What you should do: The word "bottom" marks the lines you need; copy each of them from the data.

(Source data)

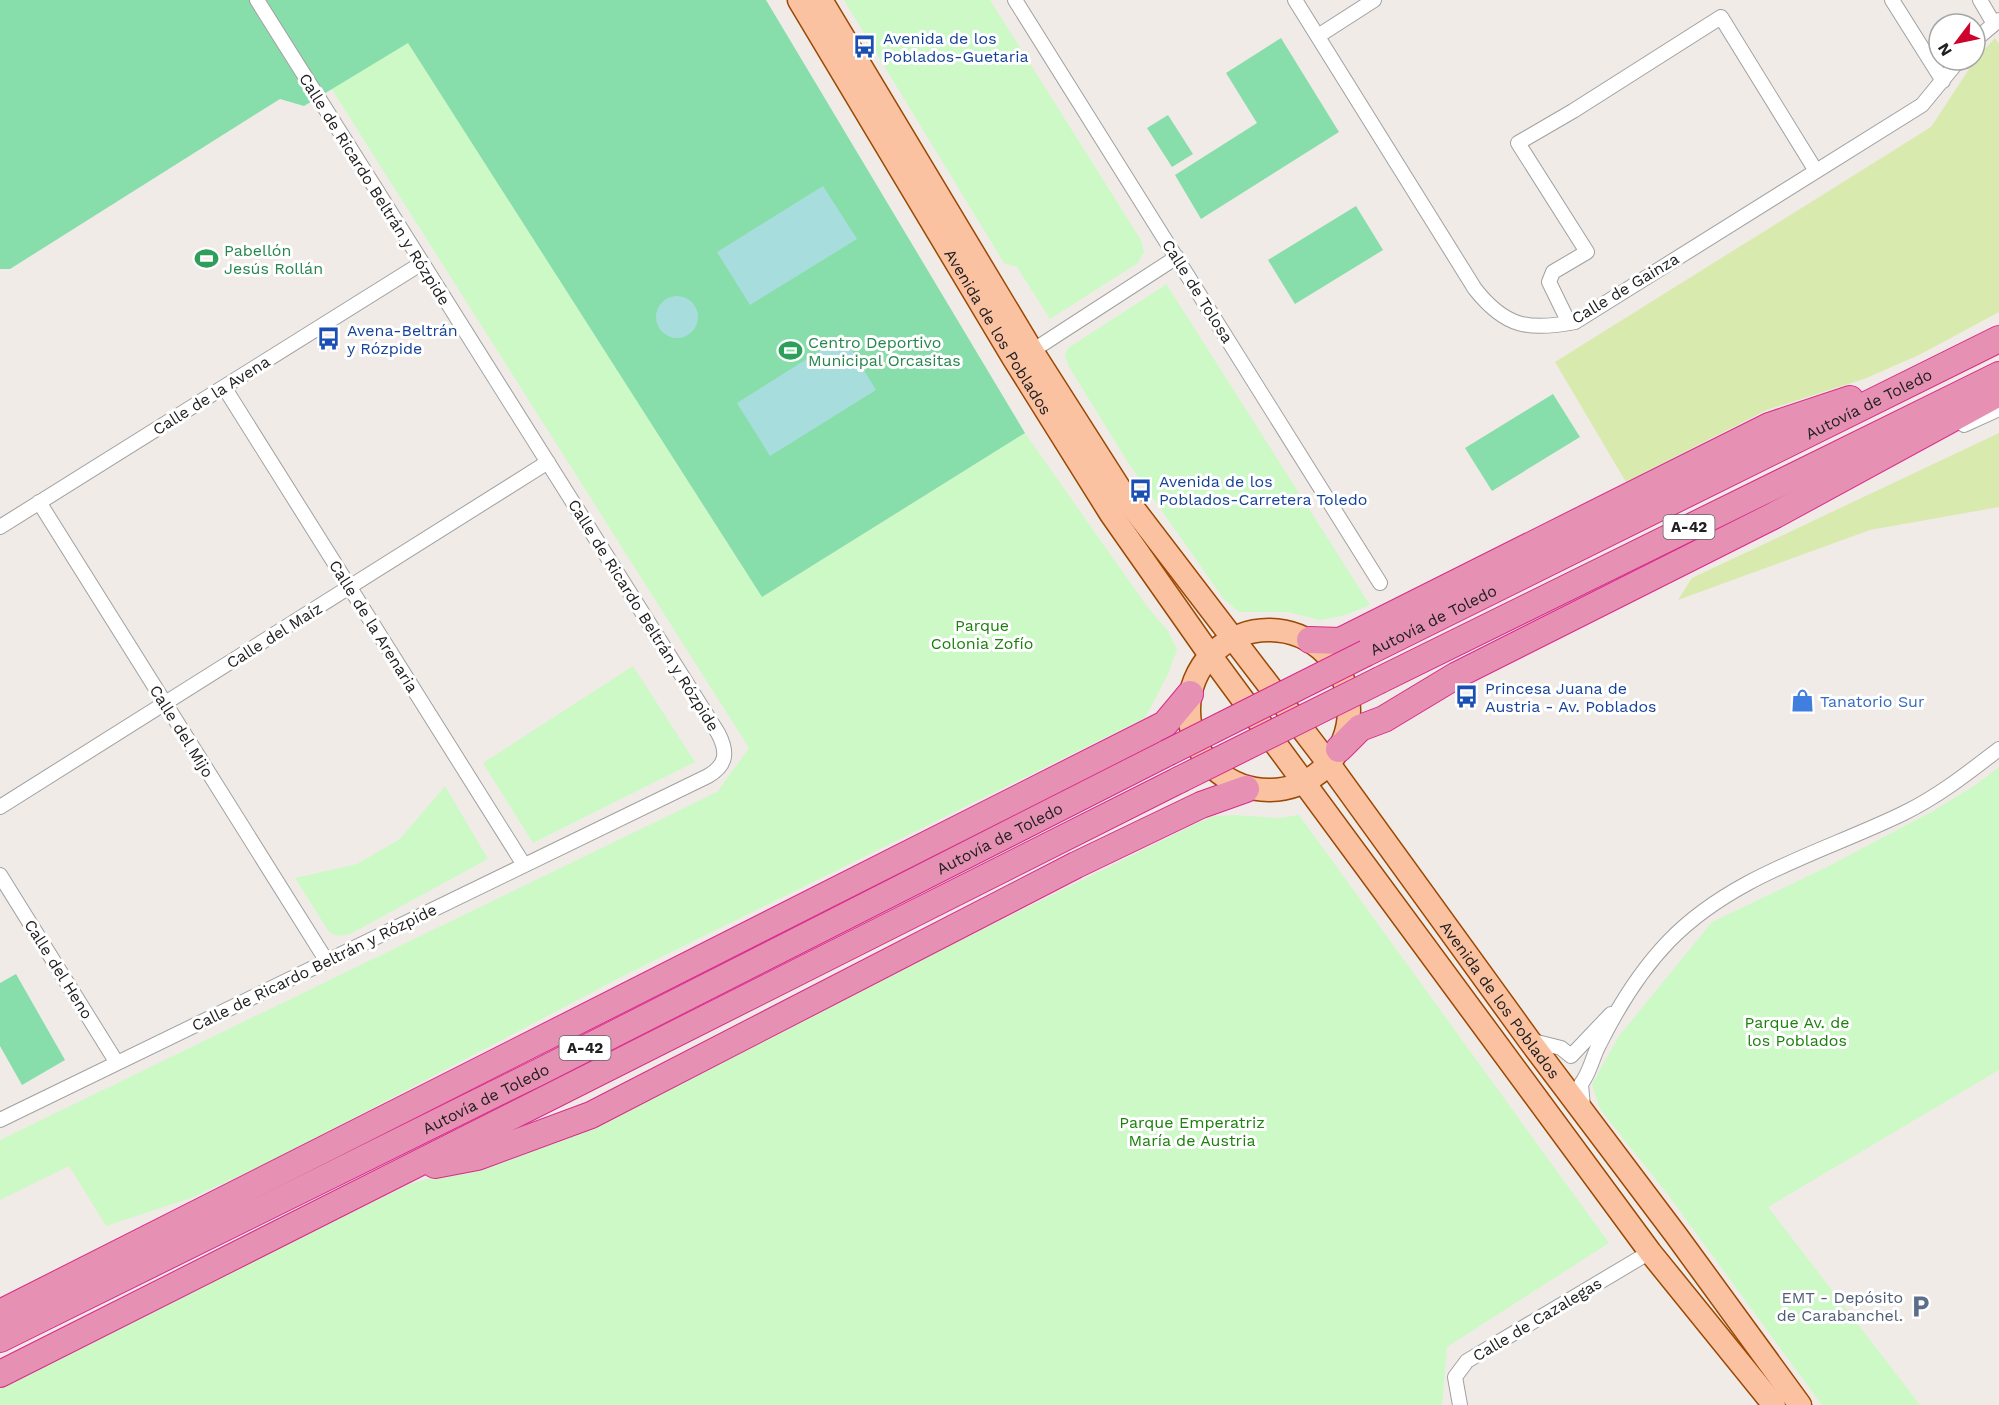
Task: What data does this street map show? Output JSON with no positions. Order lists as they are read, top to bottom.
{
  "streets": {
    "highway": ["Autovía de Toledo", "A-42"],
    "main road": ["Avenida de los Poblados"],
    "street": [
      "Calle de Ricardo Beltrán y Rózpide",
      "Calle de Gainza",
      "Calle de Tolosa",
      "Calle de la Avena",
      "Calle de la Arenaria",
      "Calle del Maíz",
      "Calle del Mijo",
      "Calle del Heno",
      "Calle de Cazalegas"
    ]
  },
  "crossings": [
    ["Calle de Ricardo Beltrán y Rózpide", "Calle de la Avena"],
    ["Calle de Ricardo Beltrán y Rózpide", "Calle de la Arenaria"],
    ["Calle de Ricardo Beltrán y Rózpide", "Calle del Maíz"],
    ["Calle de Ricardo Beltrán y Rózpide", "Calle del Mijo"],
    ["Calle de Ricardo Beltrán y Rózpide", "Calle del Heno"],
    ["Avenida de los Poblados", "Calle de Cazalegas"],
    ["Calle de la Avena", "Calle de la Arenaria"],
    ["Calle de la Avena", "Calle del Mijo"],
    ["Calle de la Arenaria", "Calle del Maíz"],
    ["Calle del Maíz", "Calle del Mijo"]
  ],
  "parks": ["Parque Colonia Zofío", "Parque Av. de los Poblados", "Parque Emperatriz María de Austria"],
  "places": {
    "bus stop": [
      "Avenida de los Poblados-Guetaria",
      "Avena-Beltrán y Rózpide",
      "Avenida de los Poblados-Carretera Toledo",
      "Princesa Juana de Austria - Av. Poblados"
    ],
    "sports": ["Pabellón Jesús Rollán", "Centro Deportivo Municipal Orcasitas"],
    "shop": ["Tanatorio Sur"],
    "parking": ["EMT - Depósito de Carabanchel."]
  },
  "north": "bottom left"
}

(End Source data)

Output:
Task: What data does this street map show? Output JSON with no positions. Order lists as they are read, top to bottom.
  "north": "bottom left"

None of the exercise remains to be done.